[Collected data entries]
^^^^

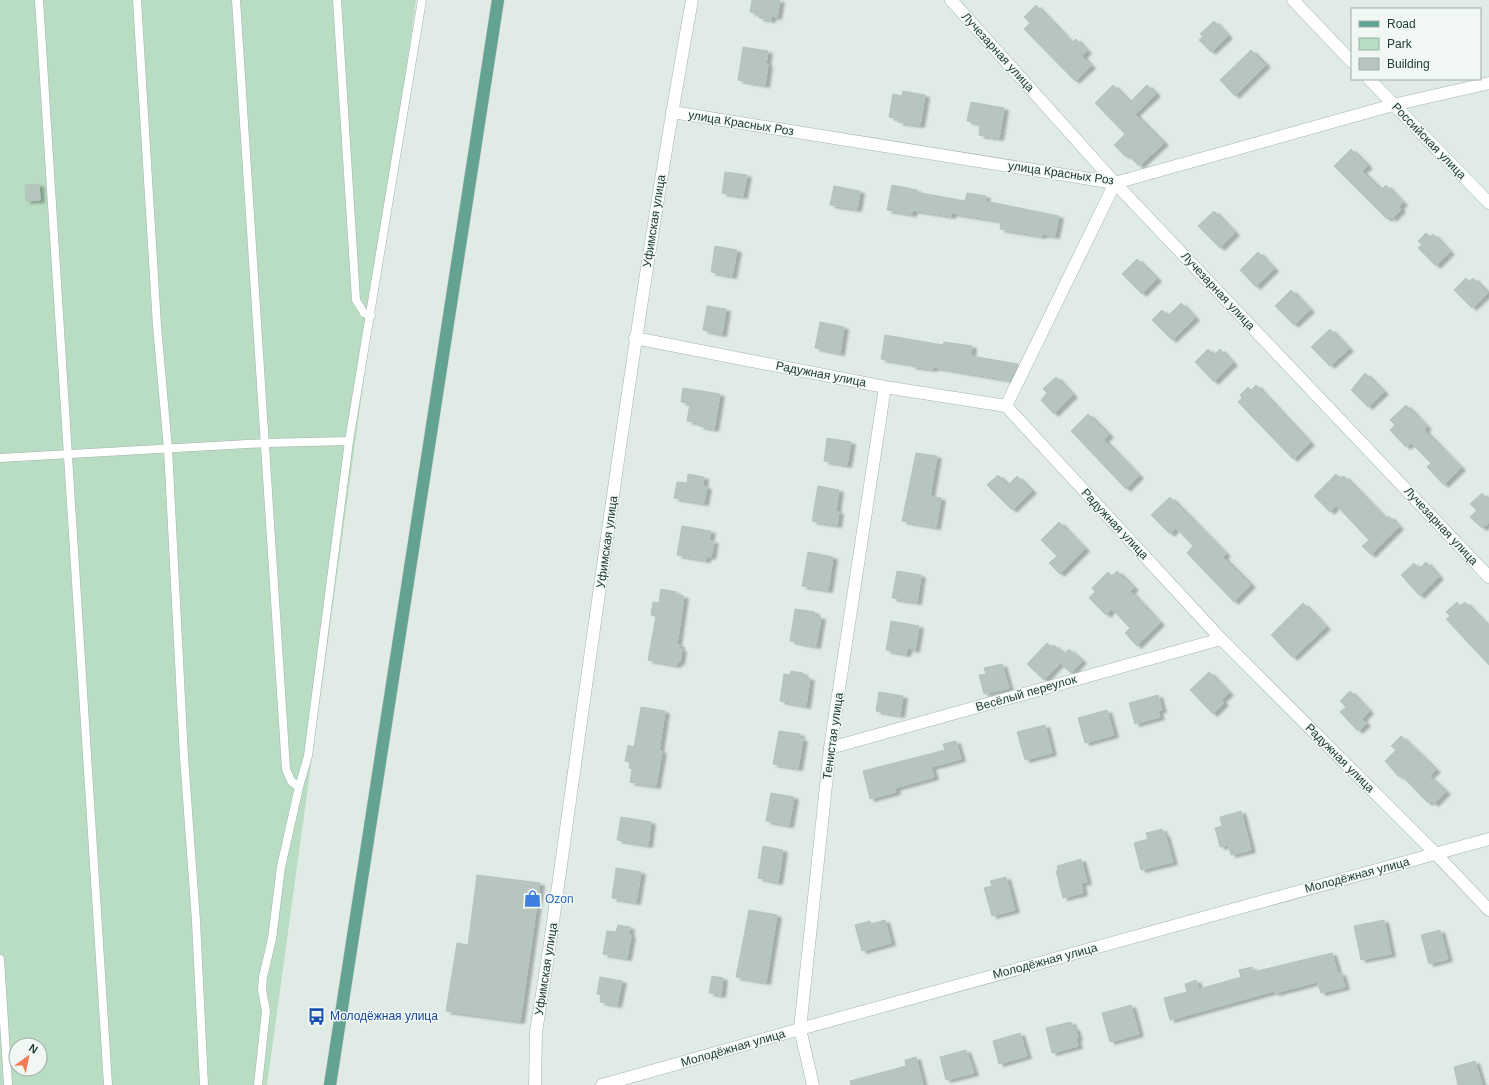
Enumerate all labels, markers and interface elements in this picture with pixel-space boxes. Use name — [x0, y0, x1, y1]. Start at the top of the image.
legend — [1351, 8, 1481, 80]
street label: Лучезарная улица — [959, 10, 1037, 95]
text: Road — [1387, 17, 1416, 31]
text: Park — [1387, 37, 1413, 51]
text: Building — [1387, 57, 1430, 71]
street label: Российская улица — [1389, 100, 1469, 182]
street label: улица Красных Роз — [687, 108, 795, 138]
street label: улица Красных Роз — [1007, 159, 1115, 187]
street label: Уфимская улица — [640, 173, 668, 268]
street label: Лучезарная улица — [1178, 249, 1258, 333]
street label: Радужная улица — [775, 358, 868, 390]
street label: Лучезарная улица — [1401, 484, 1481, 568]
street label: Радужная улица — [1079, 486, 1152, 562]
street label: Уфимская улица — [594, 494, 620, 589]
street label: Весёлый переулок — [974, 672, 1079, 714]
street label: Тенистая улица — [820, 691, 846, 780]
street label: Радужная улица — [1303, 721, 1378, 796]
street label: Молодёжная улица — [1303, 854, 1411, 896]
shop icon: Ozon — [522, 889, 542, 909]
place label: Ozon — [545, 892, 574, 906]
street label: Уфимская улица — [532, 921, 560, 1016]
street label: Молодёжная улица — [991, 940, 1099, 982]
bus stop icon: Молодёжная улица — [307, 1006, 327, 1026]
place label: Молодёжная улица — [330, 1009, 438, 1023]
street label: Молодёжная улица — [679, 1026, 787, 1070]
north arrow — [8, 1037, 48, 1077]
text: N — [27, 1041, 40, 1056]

^^^^

With the pictures removed, return each record above exactly as given.

Enumerate all labels, markers and interface elements in this picture with pixel-space boxes. Use name — [x0, y0, x1, y1]. Start at the top of the image.
legend — [1351, 8, 1481, 80]
street label: Лучезарная улица — [959, 10, 1037, 95]
text: Road — [1387, 17, 1416, 31]
text: Park — [1387, 37, 1413, 51]
text: Building — [1387, 57, 1430, 71]
street label: Российская улица — [1389, 100, 1469, 182]
street label: улица Красных Роз — [687, 108, 795, 138]
street label: улица Красных Роз — [1007, 159, 1115, 187]
street label: Уфимская улица — [640, 173, 668, 268]
street label: Лучезарная улица — [1178, 249, 1258, 333]
street label: Радужная улица — [775, 358, 868, 390]
street label: Лучезарная улица — [1401, 484, 1481, 568]
street label: Радужная улица — [1079, 486, 1152, 562]
street label: Уфимская улица — [594, 494, 620, 589]
street label: Весёлый переулок — [974, 672, 1079, 714]
street label: Тенистая улица — [820, 691, 846, 780]
street label: Радужная улица — [1303, 721, 1378, 796]
street label: Молодёжная улица — [1303, 854, 1411, 896]
shop icon: Ozon — [522, 889, 542, 909]
place label: Ozon — [545, 892, 574, 906]
street label: Уфимская улица — [532, 921, 560, 1016]
street label: Молодёжная улица — [991, 940, 1099, 982]
bus stop icon: Молодёжная улица — [307, 1006, 327, 1026]
place label: Молодёжная улица — [330, 1009, 438, 1023]
street label: Молодёжная улица — [679, 1026, 787, 1070]
north arrow — [8, 1037, 48, 1077]
text: N — [27, 1041, 40, 1056]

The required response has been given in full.